What are the allegations against Juul?
The slick USB-like Juul e-cigarette, with sweet-fruity flavours like mango and creme brulee, took the ENDS market by storm when it debuted in 2015. According to Wired magazine, Juul Labs, Inc’s annual revenue was around $2 billion in 2018, and the company was valued at $38 billion after accepting a $12.8 billion cash investment from Altria, one of the world’s largest tobacco companies.
Juul’s financial success coincided with the device’s enormous popularity among Western teenagers and young adults. According to Reuters, the use of Juul among 18 to 20-year-olds in the United States more than doubled between 2018 and 2019, and among those aged 21 to 24, it tripled. Juul was widely blamed for sparking a “youth vaping epidemic,” prompting thousands of lawsuits. Following significant backlash, the company announced in 2019 that it would phase out sweet flavours and only sell Virginia tobacco and menthol.

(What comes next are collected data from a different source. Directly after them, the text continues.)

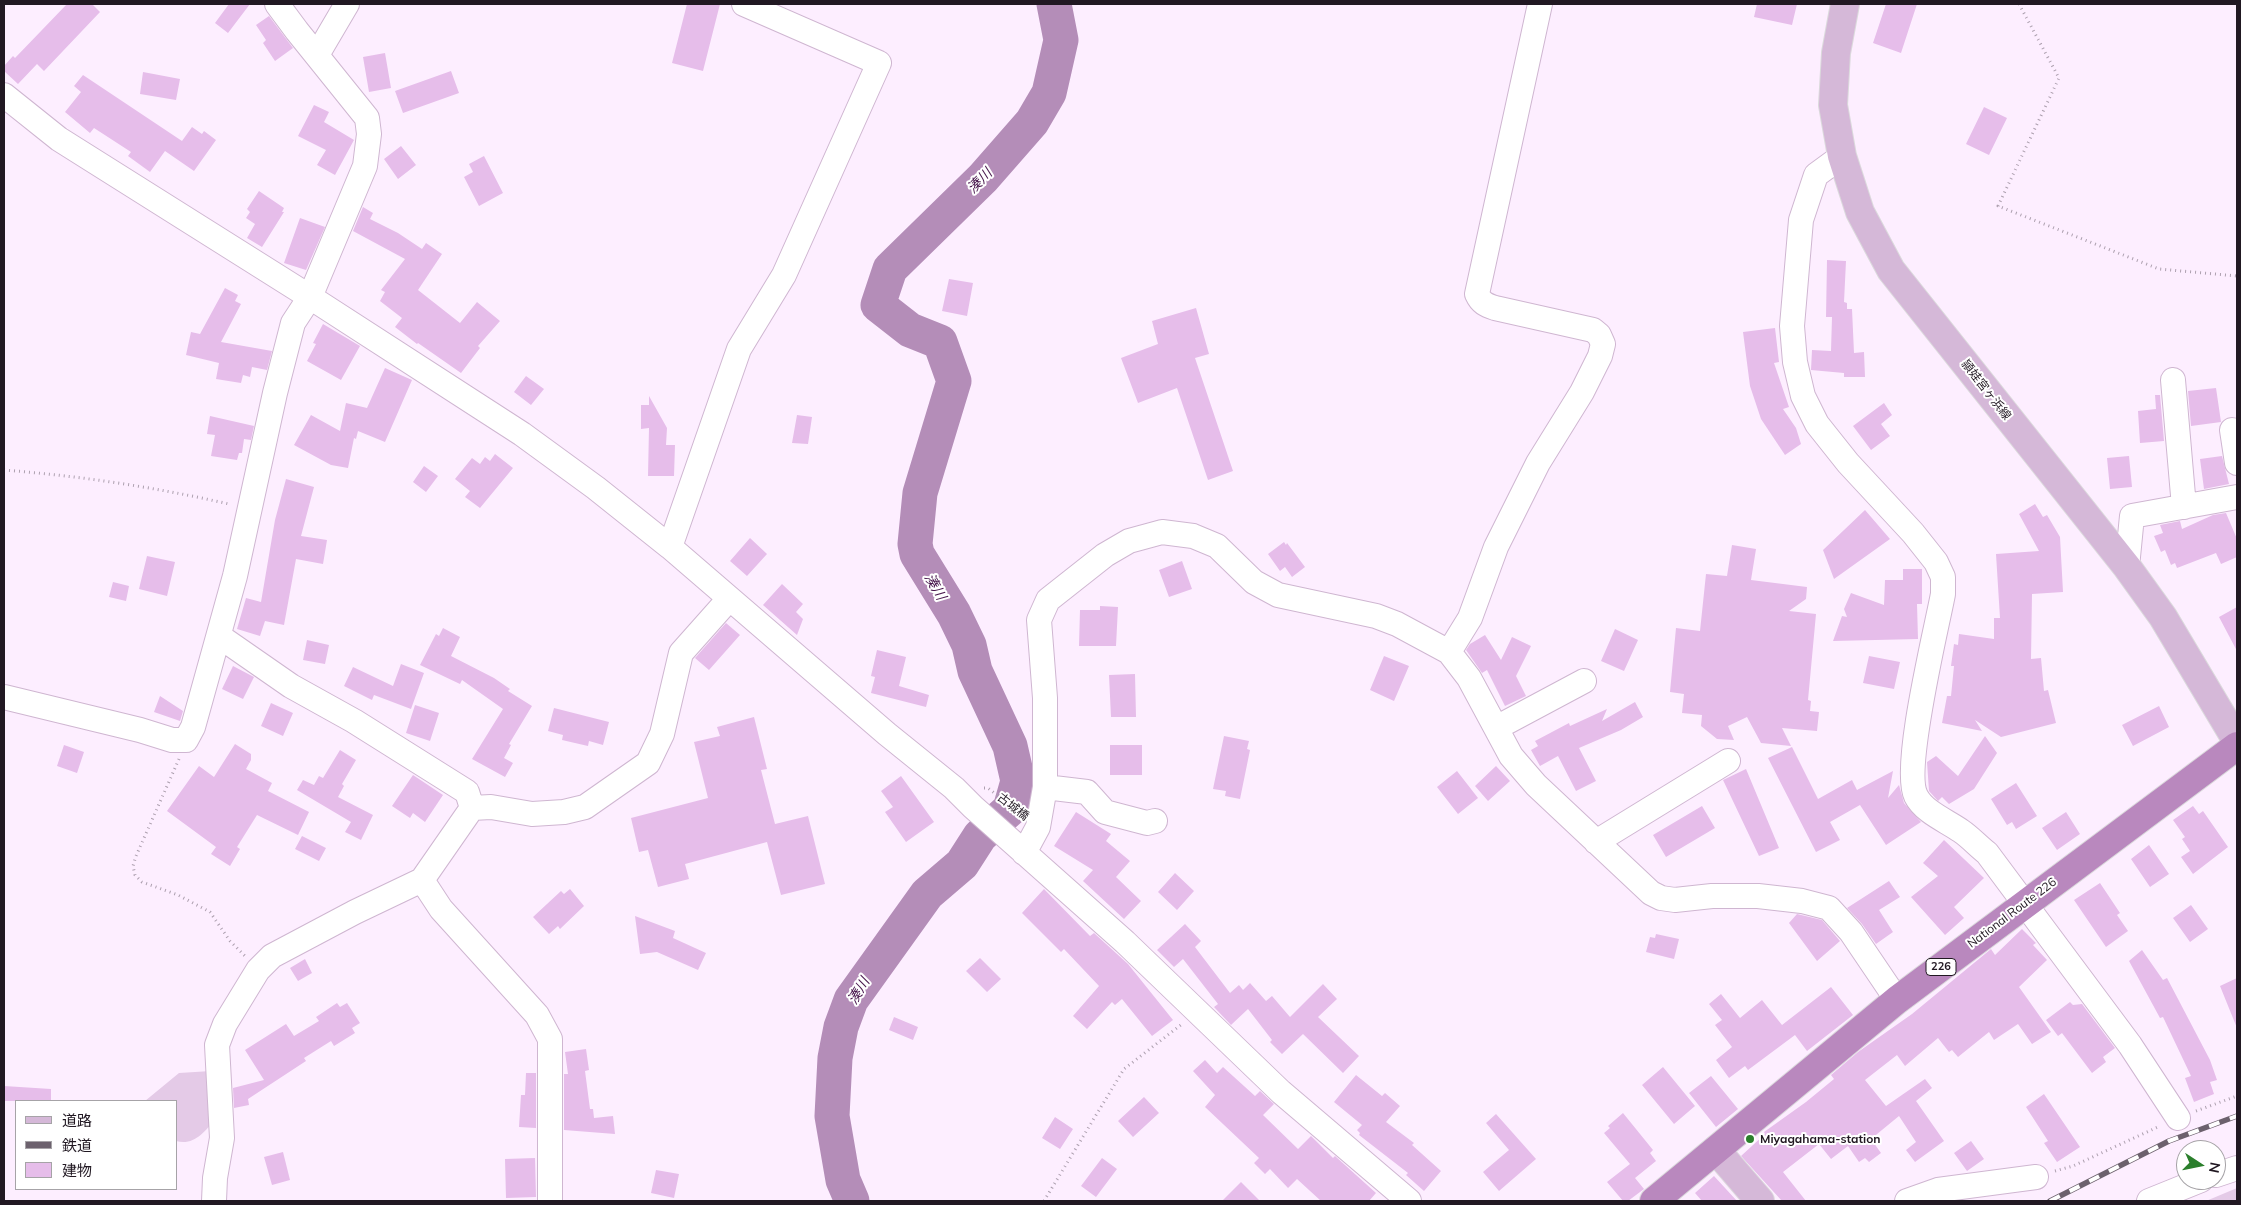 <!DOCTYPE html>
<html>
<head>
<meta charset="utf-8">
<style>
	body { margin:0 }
	#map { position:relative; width:2241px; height:1205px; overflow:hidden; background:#fdeeff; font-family:Mulish,"Noto Sans JP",sans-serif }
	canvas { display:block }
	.frame { position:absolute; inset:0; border:5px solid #211822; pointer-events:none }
	.legend { position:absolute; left:15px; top:1100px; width:162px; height:90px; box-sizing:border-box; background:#fff; border:1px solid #a6a3a7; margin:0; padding:6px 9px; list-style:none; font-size:15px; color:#211822 }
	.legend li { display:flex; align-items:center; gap:10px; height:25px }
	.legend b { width:25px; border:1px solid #a6a3a7 }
	.north { position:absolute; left:2176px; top:1140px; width:50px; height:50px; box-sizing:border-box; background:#fff; border:1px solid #a6a3a7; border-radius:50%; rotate:101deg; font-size:14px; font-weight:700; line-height:20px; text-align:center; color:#211822 }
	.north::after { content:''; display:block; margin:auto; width:18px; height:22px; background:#2b7f2c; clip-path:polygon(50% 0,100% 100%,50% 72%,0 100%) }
</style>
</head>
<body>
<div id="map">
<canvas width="2241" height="1205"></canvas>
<div class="frame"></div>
<ul class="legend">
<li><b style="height:6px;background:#d5b8d8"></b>道路</li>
<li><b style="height:6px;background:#6c616d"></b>鉄道</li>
<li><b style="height:14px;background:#e6bdea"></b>建物</li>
</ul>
<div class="north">N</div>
</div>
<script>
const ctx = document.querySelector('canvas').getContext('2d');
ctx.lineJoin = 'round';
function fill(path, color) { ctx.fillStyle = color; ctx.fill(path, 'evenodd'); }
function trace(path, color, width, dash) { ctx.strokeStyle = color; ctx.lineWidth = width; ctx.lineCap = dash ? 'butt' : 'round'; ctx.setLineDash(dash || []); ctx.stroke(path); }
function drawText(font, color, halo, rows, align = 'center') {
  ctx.font = font + ' Mulish,"Noto Sans JP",sans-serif'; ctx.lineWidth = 4; ctx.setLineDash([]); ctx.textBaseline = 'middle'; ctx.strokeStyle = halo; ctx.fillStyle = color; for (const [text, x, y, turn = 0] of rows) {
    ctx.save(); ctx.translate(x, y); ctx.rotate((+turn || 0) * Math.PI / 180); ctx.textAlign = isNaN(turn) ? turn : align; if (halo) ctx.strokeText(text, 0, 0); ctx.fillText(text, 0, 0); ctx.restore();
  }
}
const green = new Path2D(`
	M211 1071 215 1120C204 1132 194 1146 176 1141V1101H145L179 1073Z
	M2237 1188V1201H2206Z`);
const river = new Path2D(`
	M852 1201 843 1180 832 1116 835 1058 841 1027 851 1000 927 894 962 864 980 836 1010 809 1018 781 1010 746 975 671 969 645 954 614 917 554 915 544 920 493 954 381 940 342 910 330 878 305 890 269 983 178 1032 122 1049 93 1061 40 1054 4`);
const building = new Path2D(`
	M67 4H92L100 12 44 71 37 64 18 84 4 71V66L13 56 15 58Z
	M229 4H250L228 33 215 23Z
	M687 4H720L703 71 672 63Z
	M1757 4H1797L1792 25 1754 17Z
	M1886 4H1917L1901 53 1873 43Z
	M269 16 293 48 275 61 263 43 266 40 256 25Z
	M385 53 391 88 369 92 363 57Z
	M451 71 459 93 403 113 395 91Z
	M143 72 180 79 176 100 140 94Z
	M83 75 182 141 192 127 202 134 204 131 216 140 194 171 165 151 150 172 128 156 131 152 94 128 90 133 65 112 81 92 74 86Z
	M314 105 329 112 324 122 354 140 335 175 317 165 326 150 298 136Z
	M1984 107 2007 118 1989 155 1966 144Z
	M401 146 416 165 398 179 384 159Z
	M484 156 503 193 479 206 464 177 473 172 469 164Z
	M259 191 284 208 282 212H284L262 247 247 238 255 224 246 218 250 212 247 209Z
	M363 207 373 213 370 219 398 233 422 249 426 243 442 254 418 290 460 323 477 302 500 321 478 346 480 348 461 373 418 343 417 344 395 327 402 318 380 301 385 292 381 290 405 259 353 231Z
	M300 218 325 227 306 270 284 263Z
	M1827 260 1846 261 1844 302 1847 303V309H1852L1854 353 1864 352 1865 377H1844V373L1811 370 1812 350 1831 351 1832 317H1826Z
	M949 279 973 283 967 316 942 311Z
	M225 288 238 295 235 301 241 304 221 342 272 351 267 370 252 367 250 377 243 375 241 383 216 379 219 363 186 355 191 332 200 334Z
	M1196 308 1209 354 1195 358 1233 471 1208 480 1177 388 1138 403 1121 358 1158 344 1152 321Z
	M323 324 360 346 341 380 307 361 316 344 313 343Z
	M1775 328 1779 362 1774 363 1789 407 1783 409 1796 428 1801 444 1785 455 1761 419 1750 386 1743 332Z
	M385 368 412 380 385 442 358 431 356 439 354 438 348 468 331 465 294 445 311 415 340 431 346 403 367 408Z
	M526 376 544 389 531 405 514 392Z
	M2216 388 2221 422 2191 426 2188 391Z
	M2155 395H2160L2164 441 2140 443 2138 411 2156 409Z
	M649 396 667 428 666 445H675L674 476H648L649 428 641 429V405H649Z
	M1884 403 1892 415 1881 424 1890 436 1871 450 1853 426Z
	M797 415 812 417 808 444 792 443Z
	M210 416 254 426 251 440 244 439 242 453H239L237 460 211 456 215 435 207 434Z
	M495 454 513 468 480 508 465 497 470 491 455 479 472 458 480 464 485 457 490 461Z
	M2129 456 2132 487 2110 489 2107 458Z
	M2222 456 2229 484 2204 489 2200 459Z
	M424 466 438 476 426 492 413 482Z
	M286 479 314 487 301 536 327 540 323 564 296 559 284 625 265 621 260 636 237 629 246 598 261 602 275 520Z
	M2035 504 2043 517 2047 515 2060 537 2063 592 2032 594 2031 659 2041 658 2044 691 2048 690 2056 723 2001 737 1975 720 1982 731 1942 723 1947 696H1951L1954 666H1951L1954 644 1958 645 1959 634 1994 639V618H2000L1996 554 2039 551 2019 514Z
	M1865 510 1890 539 1834 579 1823 550Z
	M2226 513 2237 539V557L2221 564 2216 553 2177 568 2175 563 2171 565 2165 550 2161 552 2154 536 2163 533 2160 525 2180 521 2182 529 2213 515Z
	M750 538 767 554 747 576 730 561Z
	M1284 542 1286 545 1287 543 1305 567 1292 577 1285 567 1280 571 1268 554Z
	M1732 545 1756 549 1751 580 1807 587 1806 599 1789 611 1816 614 1808 700 1811 701 1810 711 1819 712 1817 731 1782 728 1791 746 1761 743 1747 717 1728 726 1734 740 1717 739 1701 726 1702 715 1682 713 1684 694 1670 692 1676 628 1700 631 1706 574 1727 576Z
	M147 556 175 562 167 596 139 589Z
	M1182 561 1192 589 1169 597 1159 570Z
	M1903 569H1922V604H1917L1918 639 1833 641 1842 616 1847 617 1844 609 1851 593 1884 605 1885 580H1903Z
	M113 582 129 586 126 601 109 597Z
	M782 584 803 604 796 612 803 619 797 635 763 605Z
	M1100 606 1118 607 1116 646H1079L1080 610H1100Z
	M2237 607V651L2219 617Z
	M726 623 740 635 709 670 695 658Z
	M443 628 460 637 451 656 494 678 510 689 508 691 532 706 509 744 511 745 504 758 513 763 505 777 472 759 503 709 462 680 460 684 420 665 436 634 439 636Z
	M1615 629 1638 640 1624 671 1601 661Z
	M1485 635 1501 660 1512 637 1531 646 1516 676 1526 696 1505 706 1487 670 1482 673 1466 650 1470 644Z
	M307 640 329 645 325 664 303 660Z
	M877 650 906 657 899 686 929 695 926 707 871 693 875 677 871 676Z
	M1384 656 1409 666 1394 701 1370 690Z
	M1869 656 1900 662 1894 689 1863 683Z
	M401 664 424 673 411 709 374 695 372 700 344 686 353 667 393 686Z
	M233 666 254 677 243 699 222 689Z
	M1135 674 1136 717H1111L1109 675Z
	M160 696 183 711 180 721 154 712Z
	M1635 702 1643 717 1621 730 1579 748 1596 781 1576 791 1558 756 1540 766 1531 750 1538 746 1535 741 1569 723 1570 726 1607 709 1602 721Z
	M271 703 293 713 283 736 261 726Z
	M415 705 439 713 430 741 406 733Z
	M2159 706 2169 727 2133 746 2122 725Z
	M554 708 609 722 603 745 589 741 588 746 562 740 563 735 548 731Z
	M754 717 767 769 761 770 775 824 808 816 825 884 781 895 767 842 685 864 689 879 658 887 648 850 639 852 631 818 708 798 694 742 720 736 717 727Z
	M1224 736 1249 741 1247 749 1250 750 1240 799 1225 796 1226 791 1213 789Z
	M1985 736 1997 753 1974 789 1949 804 1942 797 1938 801 1929 791 1927 762 1936 756 1958 776Z
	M235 744 251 754V760L246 769 272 783 268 791 309 812 298 835 257 815 237 847 240 849 230 866 211 854 216 847 167 811 199 766 214 777Z
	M64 745 84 752 77 773 57 766Z
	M1110 745H1142V775H1110Z
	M1792 747 1818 799 1852 780 1857 790 1893 771 1888 798 1899 785 1904 803 1921 822 1886 845 1860 805 1830 822 1840 840 1816 852 1768 758Z
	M340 750 356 760 342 784 344 786 338 797 373 815 361 840 345 832 351 822 297 790 303 780 314 785 319 776 323 778Z
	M1496 766 1510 781 1488 801 1475 786Z
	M1746 769 1779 848 1759 856 1723 780Z
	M1457 771 1478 798 1458 814 1437 787Z
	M413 775 443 795 425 822 413 813 410 818 392 806Z
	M901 776 934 822 906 842 885 812 893 807 881 791Z
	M2016 783 2037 816 2016 829 2012 822 2007 825 1991 799Z
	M1702 806 1715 828 1666 857 1653 835Z
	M2193 806 2199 814 2203 811 2228 847 2193 874 2181 857 2190 851 2182 839 2185 837 2173 820Z
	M1076 812 1111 834 1106 841 1130 861 1116 877 1141 901 1124 919 1083 881 1093 870 1054 846Z
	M2066 812 2080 834 2057 850 2042 828Z
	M302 836 326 848 319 861 295 849Z
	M1944 840 1984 878 1954 907 1964 918 1945 935 1911 897 1938 876 1923 863Z
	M2149 845 2169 874 2150 887 2131 859Z
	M1175 873 1194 891 1177 910 1158 892Z
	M1889 881 1900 897 1879 910 1893 932 1876 944 1862 924 1847 908Z
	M2100 883 2120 913 2117 915 2128 931 2106 947 2074 900Z
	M570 889 584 906 560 929 558 926 549 934 533 917 561 891 564 894Z
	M1044 889 1090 936 1094 933 1128 964 1173 1020 1152 1036 1122 999 1115 1005 1112 1002 1087 1029 1073 1016 1099 986 1064 949 1061 952 1022 913Z
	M2191 905 2208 929 2190 942 2173 918Z
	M1797 914 1822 920 1840 941 1817 961 1789 923Z
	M635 916 675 931 673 938 706 953 698 970 657 952 640 954Z
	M1185 924 1201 941 1195 947 1230 993 1239 985 1243 990 1250 983 1266 1001 1272 996 1290 1017 1323 984 1337 999 1318 1017 1359 1056 1343 1073 1303 1034 1282 1054 1270 1042 1272 1040 1248 1009 1231 1025 1214 1007 1218 1004 1183 959 1174 967 1157 950Z
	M2022 929 2036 943 2033 945 2047 960 2019 987 2051 1032 2032 1044 2018 1024 1994 1040 1989 1032 1958 1057 1952 1050 1949 1052 1938 1038 1905 1066 1897 1055 1865 1080 1886 1106 1925 1079 1932 1088 1916 1101 1944 1141 1915 1162 1906 1150 1916 1142 1899 1116 1871 1139 1881 1153 1869 1162 1865 1158 1859 1162 1848 1146 1831 1159 1819 1144 1783 1172 1806 1201H1782L1741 1156 1765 1134 1764 1132 1806 1102 1834 1079 1831 1075 1858 1052 1912 1014 1991 949 1995 955Z
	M1656 934 1679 939 1674 959 1646 952 1650 937 1655 938Z
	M2142 950 2163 980 2167 978 2210 1060 2217 1080 2210 1082 2214 1094 2194 1102 2185 1078 2191 1076 2163 1017 2160 1018 2129 961Z
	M980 958 1001 979 987 992 966 971Z
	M305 959 312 973 298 981 290 968Z
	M2237 978V1028L2220 986Z
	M1831 987 1853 1015 1807 1051 1795 1035 1748 1070 1745 1066 1729 1078 1716 1060 1732 1047 1715 1025 1722 1020 1709 1004 1721 994 1740 1018 1762 1000 1782 1025Z
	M2070 1002 2073 1005 2082 1004 2115 1048 2103 1057 2106 1062 2092 1073 2062 1033 2058 1036 2046 1020Z
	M337 1003 340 1007 347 1003 360 1023 352 1028 355 1033 334 1046 331 1041 304 1058 306 1061 248 1099 249 1105 234 1108 233 1088 264 1080 245 1050 286 1024 294 1036 319 1021 316 1017Z
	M894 1017 918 1027 913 1040 889 1030Z
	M586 1049 589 1070 585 1071 590 1109H593L594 1118 613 1116 615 1134 564 1130V1074H568L565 1052Z
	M1205 1060 1217 1073 1223 1067 1255 1096 1260 1091 1274 1104 1263 1115 1298 1149 1311 1136 1333 1158 1335 1156 1376 1193 1369 1201H1321L1297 1179 1288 1188 1270 1169 1265 1174 1254 1163 1259 1158 1205 1107 1215 1095 1193 1071Z
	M1663 1067 1695 1106 1674 1124 1642 1085Z
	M526 1073H536V1128L519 1127 521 1095H525Z
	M1356 1075 1382 1096 1385 1093 1400 1106 1386 1122 1414 1143 1412 1145 1441 1171 1424 1191 1406 1175 1408 1173 1359 1135 1360 1133 1357 1130 1362 1125 1334 1102Z
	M1711 1076 1738 1109 1716 1127 1689 1093Z
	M4 1086 51 1089V1101H4Z
	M2044 1094 2080 1147 2057 1162 2044 1143 2048 1141 2026 1107Z
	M1144 1097 1159 1113 1133 1137 1118 1121Z
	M1623 1113 1653 1150 1650 1153 1656 1161 1635 1178 1644 1189 1628 1201H1623L1607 1182 1630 1164 1604 1133 1610 1128 1608 1126Z
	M1496 1114 1536 1159 1499 1191 1483 1172 1509 1150 1486 1123Z
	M1055 1117 1073 1129 1060 1149 1042 1138Z
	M1971 1141 1984 1159 1967 1171 1954 1153Z
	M283 1152 290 1180 272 1185 264 1157Z
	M535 1158 536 1197 506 1198 505 1159Z
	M1102 1158 1117 1169 1096 1197 1081 1186Z
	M656 1170 679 1174 674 1198 651 1193Z
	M1714 1176 1737 1201H1702L1695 1193Z
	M1241 1182 1260 1201H1222Z`);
const path = new Path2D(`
	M2019 4 2059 78 1998 206 2159 269 2237 276
	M4 470C80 476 154 487 229 504
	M179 759 136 856 133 866 135 875 142 882 178 895 210 912 230 941 245 956
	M984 788H988L1019 813
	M2196 1111 2237 1096
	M2055 1171 2073 1166 2160 1126
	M1044 1201 1124 1069 1182 1024`);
const minor = new Path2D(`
	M317 55 347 4
	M4 95 59 139 310 297 522 434 596 488 670 547 887 734 954 788 973 807 1125 942 1281 1092 1409 1201
	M1842 156 1816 175 1801 220 1792 326 1795 362 1803 396 1817 424 1848 463 1913 533 1936 562 1943 577V594C1936 631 1902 769 1916 796 1924 812 1947 821 1961 831 1970 837 1978 846 1987 853L2130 1045 2178 1118
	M2173 380 2184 507
	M2232 430 2237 463
	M670 547 739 349 784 275 879 63 744 4
	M2127 567 2132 516 2237 497
	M219 636 291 686 354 721 467 792 472 808 422 880 441 909 537 1015 550 1039V1201
	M1449 652 1470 618 1496 547 1538 463 1582 392 1600 356 1603 344 1599 335 1593 330 1495 308C1486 305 1481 303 1477 294L1540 4
	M4 697 140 730 172 740H186L193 727 235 576 275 393 293 323 310 297 365 166 369 134 367 118 297 31 277 4
	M1496 728 1584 681
	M1045 787 1087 792 1105 812 1147 823 1155 821
	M472 808 491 807 532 814 564 812 585 807 648 763 662 734 681 653 729 599
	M1596 842 1728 761
	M1024 853 1038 827 1045 787V698L1039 620 1048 600 1105 555 1129 541 1162 532 1193 536 1217 546 1254 582 1278 595 1376 616 1397 624 1449 652 1469 678 1511 756 1536 785 1651 893 1661 898 1675 900 1712 896H1758L1802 901 1829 908 1851 932 1897 1000
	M2216 1175 2237 1168
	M214 1201 215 1178 222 1138 217 1045 225 1024 258 970 272 956 355 912 422 880
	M1907 1201 1938 1190 2036 1177
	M2149 1201 2201 1180`);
const major = new Path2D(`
	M1845 4 1836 53 1833 105 1842 156 1860 212 1891 270 2127 567 2163 617 2237 741
	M1716 1150 1760 1201`);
const highway = new Path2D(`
	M1654 1201 1897 1000 2237 746`);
const rail = new Path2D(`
	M2050 1201 2169 1141 2237 1116`);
const markers = [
	[1750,1139,5,"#2b7f2c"]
];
const shields = [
	[1941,967,30]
];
const shieldNames = [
	["226",1941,967]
];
const streetNames = [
	["頴娃宮ヶ浜線",1986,390,52],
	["古城橋",1013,807,38],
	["National Route 226",2012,913,-37]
];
const poiNames = [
	["Miyagahama-station",1760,1139]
];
const waterNames = [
	["湊川",980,181,-46],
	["湊川",935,587,60],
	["湊川",859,991,-59]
];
fill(green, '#e4cae7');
trace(river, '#b48db8', 35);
fill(building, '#e6bdea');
trace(minor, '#cfb6d1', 26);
trace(major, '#dbdadc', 30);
trace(highway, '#dbdadc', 30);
trace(path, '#ada0af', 3, [1, 4]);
trace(minor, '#fff', 24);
trace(major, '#d5b8d8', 28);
trace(highway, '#b988be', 28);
trace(rail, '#6c616d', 5.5);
trace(rail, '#fff', 4, [11]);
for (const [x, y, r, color] of markers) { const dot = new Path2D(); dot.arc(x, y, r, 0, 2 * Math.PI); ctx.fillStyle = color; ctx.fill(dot); trace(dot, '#fff', 2); }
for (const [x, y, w] of shields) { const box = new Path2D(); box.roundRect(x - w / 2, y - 8.5, w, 17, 4); ctx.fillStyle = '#fff'; ctx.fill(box); trace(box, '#211822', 1); }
drawText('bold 11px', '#211822', null, shieldNames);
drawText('12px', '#211822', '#fff', streetNames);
drawText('bold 12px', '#211822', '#fff', poiNames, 'left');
drawText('italic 14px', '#47164c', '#fff', waterNames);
</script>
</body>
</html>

The US Food and Drug Administration (FDA) ordered Juul to stop selling e-cigarettes in the US market on June 23, citing “insufficient and conflicting data” about the product’s impact on public health and safety. The following day, Juul received a temporary stay from a US Court of Appeals. According to The New York Times, the FDA temporarily suspended the ban on July 5, stating that it would conduct an additional review of “scientific issues” in the Juul application.